What this task involves:
Please give back each entry below unaltered, leaving the pictures out.

Data extract:

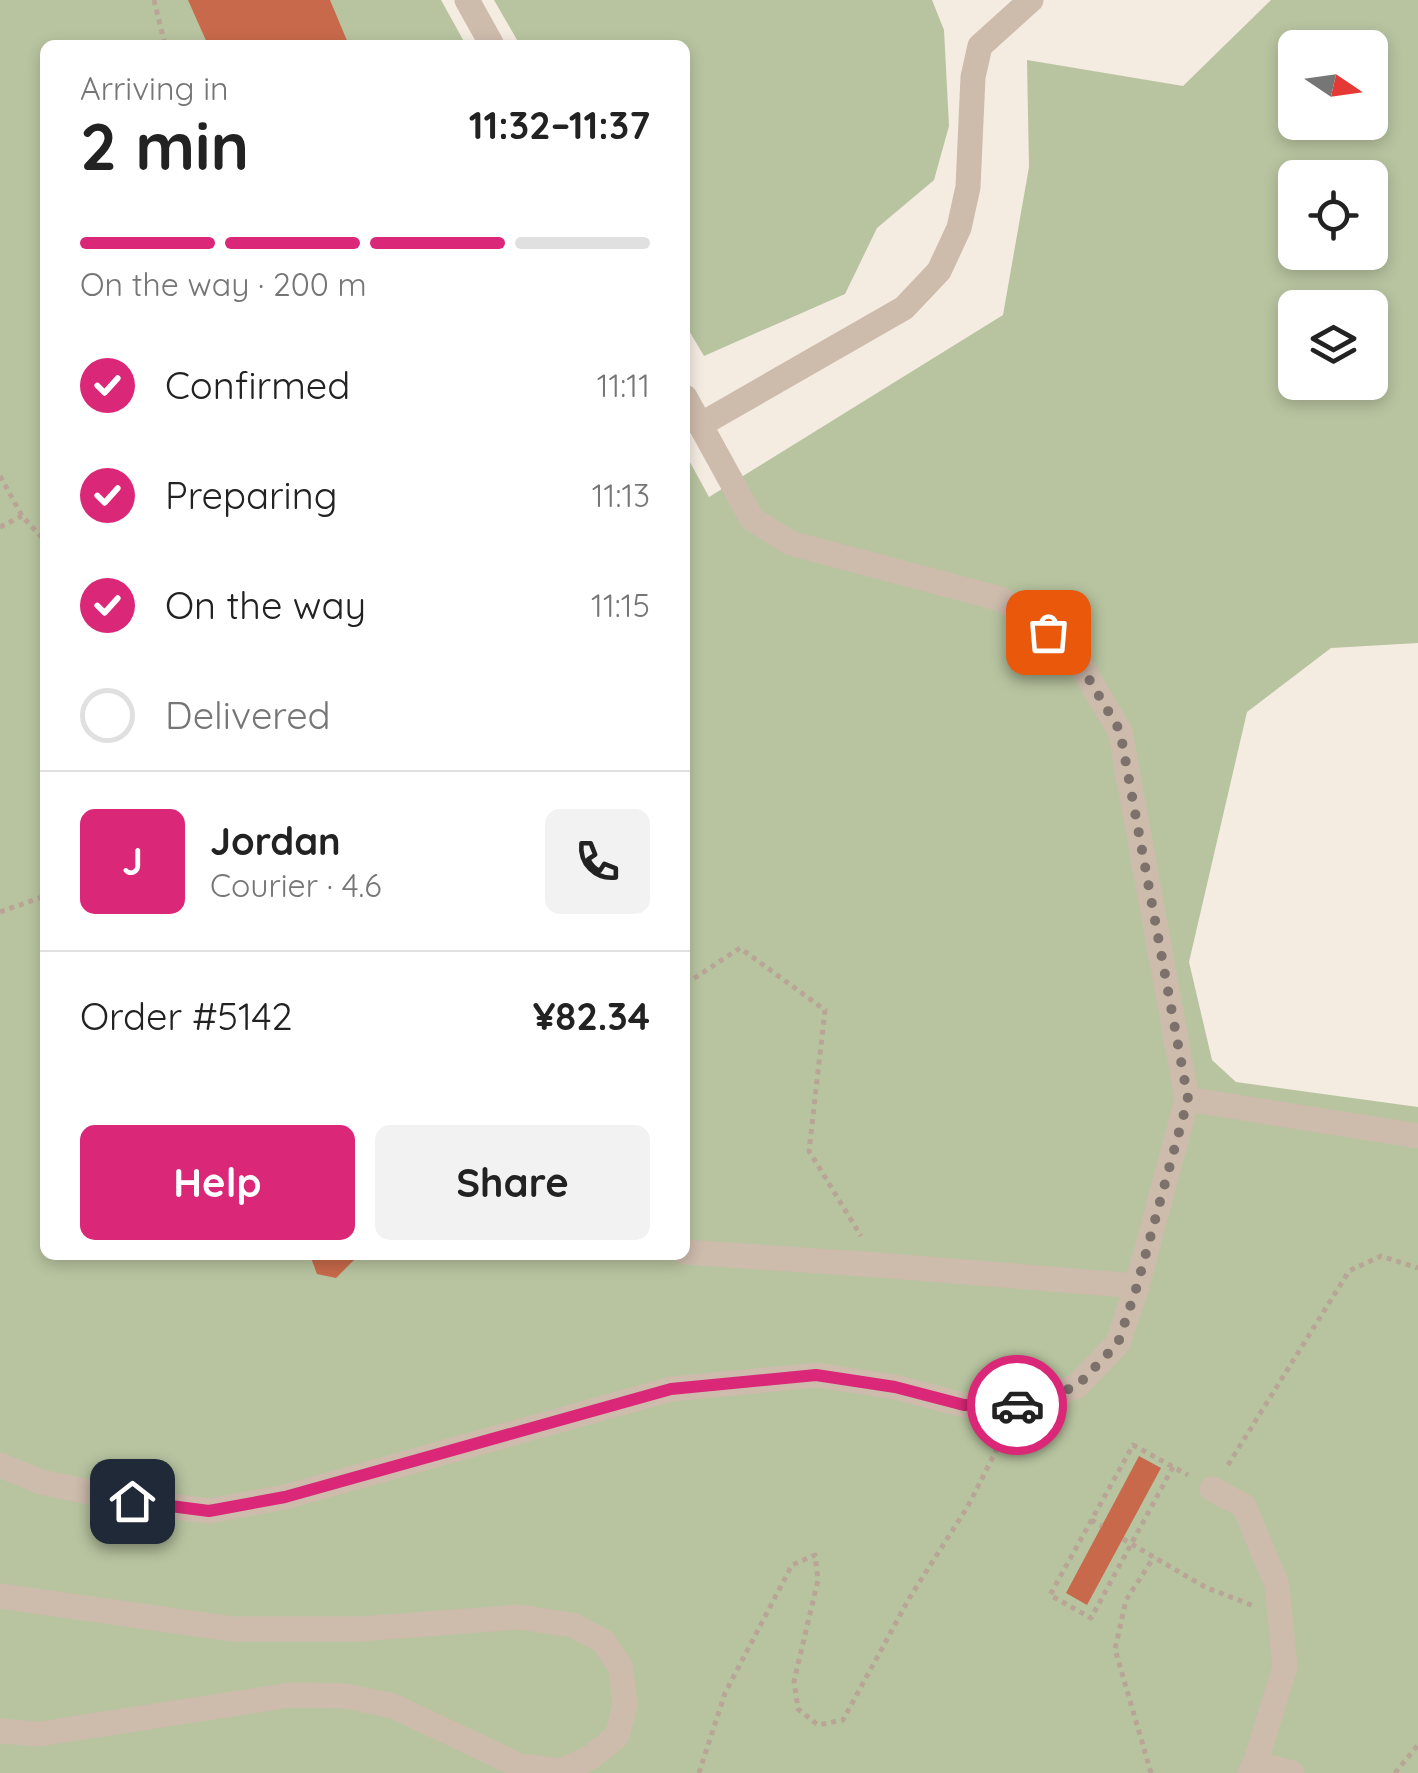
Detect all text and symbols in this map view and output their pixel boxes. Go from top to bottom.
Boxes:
north arrow [1278,30,1388,140]
map controls [1278,30,1388,400]
text: Arriving in [80,68,229,108]
text: 11:32–11:37 [469,101,650,149]
text: 2 min [80,105,249,186]
button: locate [1278,160,1388,270]
text: On the way · 200 m [80,264,367,304]
button: layers [1278,290,1388,400]
icon: check [80,358,135,413]
text: Confirmed [165,361,350,409]
text: 11:11 [597,365,650,405]
icon: check [80,468,135,523]
text: Preparing [165,471,337,519]
text: 11:13 [592,475,650,515]
icon: check [80,578,135,633]
text: On the way [165,581,366,629]
text: 11:15 [591,585,650,625]
pin [1006,590,1091,675]
icon: bag [1021,605,1076,660]
text: Delivered [165,691,331,739]
button: phone [545,809,650,914]
text: Jordan [210,817,341,865]
text: J [122,837,143,885]
text: Courier · 4.6 [210,865,382,905]
text: Order #5142 [80,992,293,1040]
text: ¥82.34 [533,992,650,1040]
button: Help [80,1125,355,1240]
button: Share [375,1125,650,1240]
courier [967,1355,1067,1455]
icon: car [990,1378,1045,1433]
pin [90,1459,175,1544]
icon: home [105,1474,160,1529]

Task response:
Detect all text and symbols in this map view and output their pixel boxes. Go from top to bottom.
Boxes:
north arrow [1278,30,1388,140]
map controls [1278,30,1388,400]
text: Arriving in [80,68,229,108]
text: 11:32–11:37 [469,101,650,149]
text: 2 min [80,105,249,186]
button: locate [1278,160,1388,270]
text: On the way · 200 m [80,264,367,304]
button: layers [1278,290,1388,400]
icon: check [80,358,135,413]
text: Confirmed [165,361,350,409]
text: 11:11 [597,365,650,405]
icon: check [80,468,135,523]
text: Preparing [165,471,337,519]
text: 11:13 [592,475,650,515]
icon: check [80,578,135,633]
text: On the way [165,581,366,629]
text: 11:15 [591,585,650,625]
pin [1006,590,1091,675]
icon: bag [1021,605,1076,660]
text: Delivered [165,691,331,739]
button: phone [545,809,650,914]
text: Jordan [210,817,341,865]
text: J [122,837,143,885]
text: Courier · 4.6 [210,865,382,905]
text: Order #5142 [80,992,293,1040]
text: ¥82.34 [533,992,650,1040]
button: Help [80,1125,355,1240]
button: Share [375,1125,650,1240]
courier [967,1355,1067,1455]
icon: car [990,1378,1045,1433]
pin [90,1459,175,1544]
icon: home [105,1474,160,1529]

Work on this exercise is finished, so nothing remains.